▶ PROBLEM STATEMENT
As you look over the data below, please find each line where the word "เอสเทคน" appears, then copy it.

---- DATA

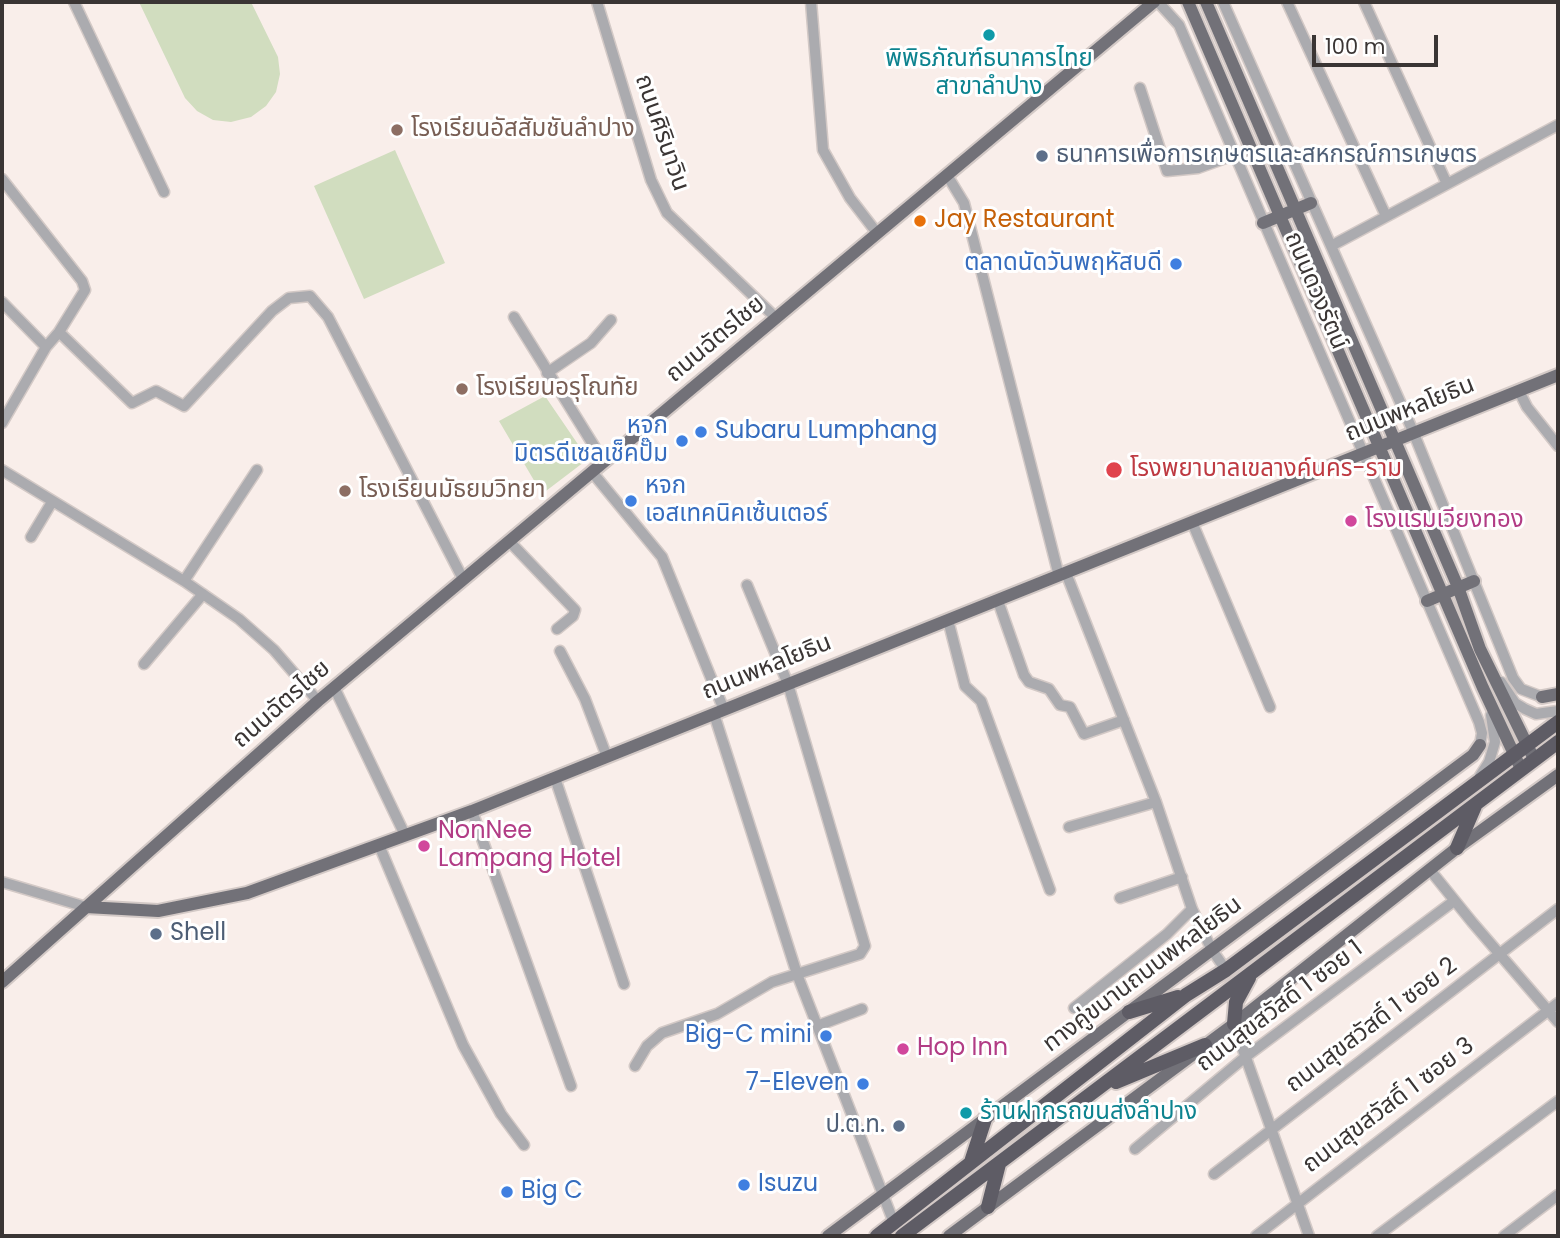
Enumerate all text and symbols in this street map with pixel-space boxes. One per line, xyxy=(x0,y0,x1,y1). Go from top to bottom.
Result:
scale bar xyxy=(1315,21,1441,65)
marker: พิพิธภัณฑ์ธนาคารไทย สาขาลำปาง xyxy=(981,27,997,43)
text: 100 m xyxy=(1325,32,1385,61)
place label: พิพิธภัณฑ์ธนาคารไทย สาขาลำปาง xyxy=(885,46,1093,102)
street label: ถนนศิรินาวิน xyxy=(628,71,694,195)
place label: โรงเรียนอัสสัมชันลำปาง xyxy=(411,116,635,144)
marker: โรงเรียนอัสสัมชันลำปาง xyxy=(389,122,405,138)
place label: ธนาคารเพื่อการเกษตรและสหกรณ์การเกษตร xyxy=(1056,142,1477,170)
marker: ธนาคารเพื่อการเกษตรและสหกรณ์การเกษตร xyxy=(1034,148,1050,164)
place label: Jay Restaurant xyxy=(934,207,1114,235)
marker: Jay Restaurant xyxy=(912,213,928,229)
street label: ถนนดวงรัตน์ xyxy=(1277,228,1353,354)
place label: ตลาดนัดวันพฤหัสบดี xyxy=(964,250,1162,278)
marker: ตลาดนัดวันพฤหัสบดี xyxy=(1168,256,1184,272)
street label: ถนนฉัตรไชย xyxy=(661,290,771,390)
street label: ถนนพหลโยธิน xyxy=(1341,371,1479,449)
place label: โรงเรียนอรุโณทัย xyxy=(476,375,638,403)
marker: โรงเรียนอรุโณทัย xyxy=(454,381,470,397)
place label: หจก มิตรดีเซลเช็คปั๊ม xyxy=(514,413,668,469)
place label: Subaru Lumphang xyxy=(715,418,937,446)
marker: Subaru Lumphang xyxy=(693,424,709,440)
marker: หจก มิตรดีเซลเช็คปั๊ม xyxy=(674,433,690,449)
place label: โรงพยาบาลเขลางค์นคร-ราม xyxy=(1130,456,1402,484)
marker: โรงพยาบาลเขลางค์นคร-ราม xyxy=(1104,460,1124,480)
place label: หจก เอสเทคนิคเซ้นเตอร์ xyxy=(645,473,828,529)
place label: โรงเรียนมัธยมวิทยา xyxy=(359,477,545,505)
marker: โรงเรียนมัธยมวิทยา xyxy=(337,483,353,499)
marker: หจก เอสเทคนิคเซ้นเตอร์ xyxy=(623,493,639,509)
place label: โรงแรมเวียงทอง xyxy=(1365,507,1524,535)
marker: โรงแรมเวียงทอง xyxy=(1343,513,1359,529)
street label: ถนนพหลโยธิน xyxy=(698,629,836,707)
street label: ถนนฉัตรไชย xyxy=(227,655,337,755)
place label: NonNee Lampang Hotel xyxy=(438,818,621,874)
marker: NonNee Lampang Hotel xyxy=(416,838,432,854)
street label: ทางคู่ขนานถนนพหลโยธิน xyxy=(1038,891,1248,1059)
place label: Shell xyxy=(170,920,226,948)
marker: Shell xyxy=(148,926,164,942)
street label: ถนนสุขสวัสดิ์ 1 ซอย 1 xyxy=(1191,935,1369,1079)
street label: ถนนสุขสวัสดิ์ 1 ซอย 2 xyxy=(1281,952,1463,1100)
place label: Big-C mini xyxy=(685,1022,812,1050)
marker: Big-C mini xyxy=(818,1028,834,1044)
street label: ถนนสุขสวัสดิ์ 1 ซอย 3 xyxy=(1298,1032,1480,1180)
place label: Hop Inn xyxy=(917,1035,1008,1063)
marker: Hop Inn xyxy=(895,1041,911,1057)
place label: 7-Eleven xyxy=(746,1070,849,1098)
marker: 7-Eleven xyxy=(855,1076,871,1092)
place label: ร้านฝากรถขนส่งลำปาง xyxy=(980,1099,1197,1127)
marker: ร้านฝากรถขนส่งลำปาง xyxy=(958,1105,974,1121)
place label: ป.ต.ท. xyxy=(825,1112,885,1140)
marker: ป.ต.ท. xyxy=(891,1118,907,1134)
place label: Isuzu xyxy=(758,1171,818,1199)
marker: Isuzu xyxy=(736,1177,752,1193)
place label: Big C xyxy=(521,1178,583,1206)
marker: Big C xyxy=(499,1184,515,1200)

--------
---- DATA

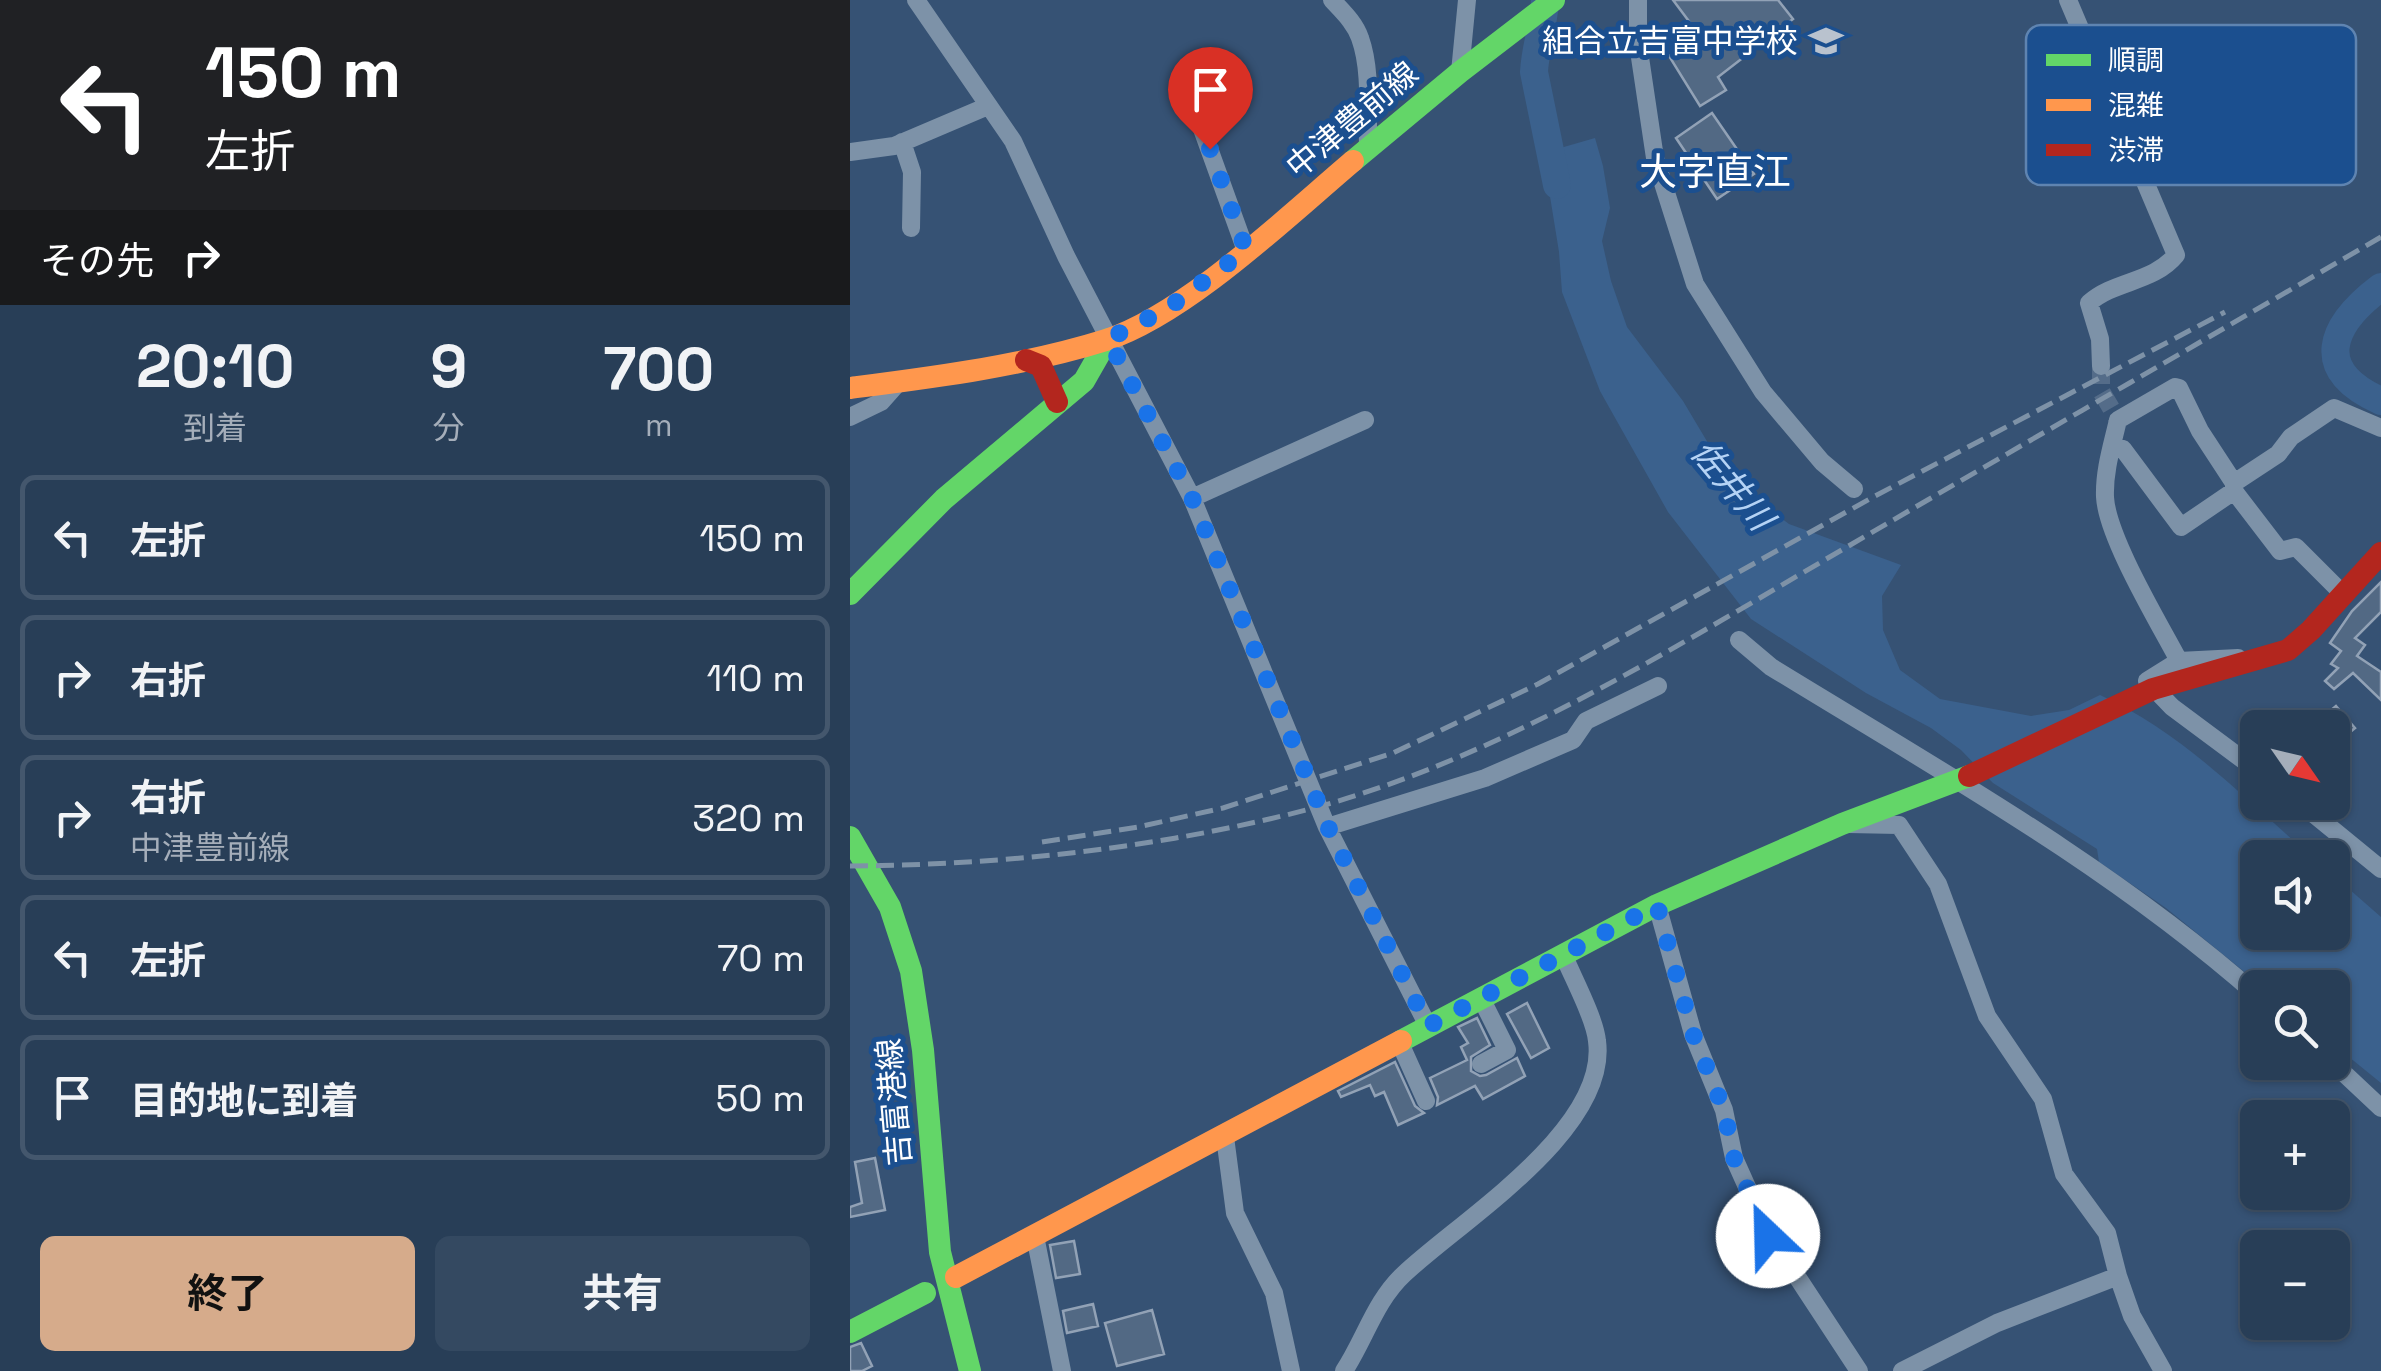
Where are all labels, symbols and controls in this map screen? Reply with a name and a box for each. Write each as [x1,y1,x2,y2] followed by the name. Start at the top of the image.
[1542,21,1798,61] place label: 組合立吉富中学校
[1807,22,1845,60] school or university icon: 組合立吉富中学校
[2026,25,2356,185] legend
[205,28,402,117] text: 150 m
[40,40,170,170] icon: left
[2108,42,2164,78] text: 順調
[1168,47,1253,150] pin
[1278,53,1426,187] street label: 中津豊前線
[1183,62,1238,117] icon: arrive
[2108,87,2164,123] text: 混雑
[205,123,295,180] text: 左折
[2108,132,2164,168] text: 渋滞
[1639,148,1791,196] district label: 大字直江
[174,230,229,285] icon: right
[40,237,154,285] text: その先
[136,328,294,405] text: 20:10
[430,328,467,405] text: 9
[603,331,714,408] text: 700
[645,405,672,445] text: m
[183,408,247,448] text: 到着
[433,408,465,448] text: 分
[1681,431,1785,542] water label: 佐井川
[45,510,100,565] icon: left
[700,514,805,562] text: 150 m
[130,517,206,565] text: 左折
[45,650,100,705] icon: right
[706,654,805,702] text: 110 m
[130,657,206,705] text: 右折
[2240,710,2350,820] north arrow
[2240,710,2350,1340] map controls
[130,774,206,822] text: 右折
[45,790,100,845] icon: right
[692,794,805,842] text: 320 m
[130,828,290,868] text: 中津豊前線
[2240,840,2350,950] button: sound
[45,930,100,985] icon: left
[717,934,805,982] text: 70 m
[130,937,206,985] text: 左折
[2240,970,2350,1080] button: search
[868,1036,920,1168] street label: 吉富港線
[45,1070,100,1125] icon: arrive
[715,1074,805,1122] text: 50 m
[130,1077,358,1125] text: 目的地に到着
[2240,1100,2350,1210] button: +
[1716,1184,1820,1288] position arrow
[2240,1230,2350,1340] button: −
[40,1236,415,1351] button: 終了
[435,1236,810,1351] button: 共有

--------

▶ ANSWER SPACE
place label: หจก เอสเทคนิคเซ้นเตอร์ xyxy=(645,473,828,529)
marker: หจก เอสเทคนิคเซ้นเตอร์ xyxy=(623,493,639,509)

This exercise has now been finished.